I use public domain samples of Indian instruments, which I love very much. Love that. Love that. Love that.
This song tells how love is defined by 3 different classes of people, using some personal experience as well. In the first verse, I refer to my AA days in military after my DUIs. It was a ragged group of criminals, liars, cheats, whores, and broken animals, but I learned to love them and be honest for the first time in my life. So the song’s first verse refers to these disenfranchised lower classes and what love meant to me during that particular personal experience. In the second verse, I refer to my very middle class self but primarily to my sister–an iconic working middle class America–who struggles to be something else. In the third verse, I refer to the upper, privileged classes and just slightly to my more current life experience. All 3 verses talk about their personal definition of love and being loved, in terms of ownership or “having.”

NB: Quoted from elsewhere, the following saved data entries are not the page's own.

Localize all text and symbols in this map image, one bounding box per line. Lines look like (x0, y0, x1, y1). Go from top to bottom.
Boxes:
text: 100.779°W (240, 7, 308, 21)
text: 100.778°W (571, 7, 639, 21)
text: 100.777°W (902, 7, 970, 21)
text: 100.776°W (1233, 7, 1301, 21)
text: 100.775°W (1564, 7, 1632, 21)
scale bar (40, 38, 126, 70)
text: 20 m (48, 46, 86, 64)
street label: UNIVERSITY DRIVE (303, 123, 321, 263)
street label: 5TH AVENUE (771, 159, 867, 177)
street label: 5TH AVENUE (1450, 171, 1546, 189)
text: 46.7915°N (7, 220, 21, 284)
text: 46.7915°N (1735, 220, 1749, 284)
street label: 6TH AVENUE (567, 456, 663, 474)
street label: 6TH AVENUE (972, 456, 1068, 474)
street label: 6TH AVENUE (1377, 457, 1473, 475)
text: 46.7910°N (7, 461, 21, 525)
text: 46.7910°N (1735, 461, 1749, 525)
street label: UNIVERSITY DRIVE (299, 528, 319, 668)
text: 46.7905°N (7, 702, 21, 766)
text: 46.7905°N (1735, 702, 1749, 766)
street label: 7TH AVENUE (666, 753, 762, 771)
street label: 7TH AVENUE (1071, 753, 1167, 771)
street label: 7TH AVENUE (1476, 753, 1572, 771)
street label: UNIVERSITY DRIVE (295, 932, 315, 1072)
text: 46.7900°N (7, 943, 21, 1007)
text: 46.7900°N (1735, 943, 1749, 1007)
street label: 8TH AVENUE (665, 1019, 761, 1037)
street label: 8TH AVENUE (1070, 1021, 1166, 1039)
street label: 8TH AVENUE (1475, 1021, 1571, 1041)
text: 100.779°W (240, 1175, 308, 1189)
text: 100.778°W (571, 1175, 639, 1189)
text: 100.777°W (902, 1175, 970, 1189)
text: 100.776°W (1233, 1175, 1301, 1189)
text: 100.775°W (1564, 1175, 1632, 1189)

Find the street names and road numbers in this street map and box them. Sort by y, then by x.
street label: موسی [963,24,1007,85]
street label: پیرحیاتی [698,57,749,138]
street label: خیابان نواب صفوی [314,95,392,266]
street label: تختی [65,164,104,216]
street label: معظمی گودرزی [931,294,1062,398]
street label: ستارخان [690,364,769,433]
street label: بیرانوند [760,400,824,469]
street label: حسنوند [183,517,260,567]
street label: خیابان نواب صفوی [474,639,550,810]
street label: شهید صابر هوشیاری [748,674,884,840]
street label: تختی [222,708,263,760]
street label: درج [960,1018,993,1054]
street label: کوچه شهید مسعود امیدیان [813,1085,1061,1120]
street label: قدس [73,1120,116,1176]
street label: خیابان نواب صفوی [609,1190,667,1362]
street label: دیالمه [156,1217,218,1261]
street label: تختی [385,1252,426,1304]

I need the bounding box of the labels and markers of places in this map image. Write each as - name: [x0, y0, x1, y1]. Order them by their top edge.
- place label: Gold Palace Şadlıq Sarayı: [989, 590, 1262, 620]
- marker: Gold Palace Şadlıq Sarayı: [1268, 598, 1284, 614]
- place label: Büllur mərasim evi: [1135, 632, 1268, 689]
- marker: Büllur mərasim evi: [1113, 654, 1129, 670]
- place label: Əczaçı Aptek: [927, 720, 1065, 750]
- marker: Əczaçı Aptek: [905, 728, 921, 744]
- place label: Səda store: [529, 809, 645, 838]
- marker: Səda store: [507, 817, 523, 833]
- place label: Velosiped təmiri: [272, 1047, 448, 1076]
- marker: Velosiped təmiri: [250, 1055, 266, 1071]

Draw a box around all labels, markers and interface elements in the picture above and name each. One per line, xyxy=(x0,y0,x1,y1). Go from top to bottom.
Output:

I placed harmonized American-Indian-like chants over the Indian subcontinent percussion, which were all placed over the 3 primary drum beats. That primary drum rhythm is a combination of 3 separate samples. When I put them together in (repeated) sequence, I started playing 3 of my favorite guitar chords over it and from there the song just wrote itself.
I worked more quickly this time, and the entire song was quicker to finish than previous songs; I think I’m getting better and more efficient. Still had to tweak a lot though. Ugh.
At the end of the lyrics, I say that what matters is not necessarily the material wealth we have, but our willingness to have a look at each other and really begin to discover our value. From whatever walk of life, we can make us feel good about ourselves.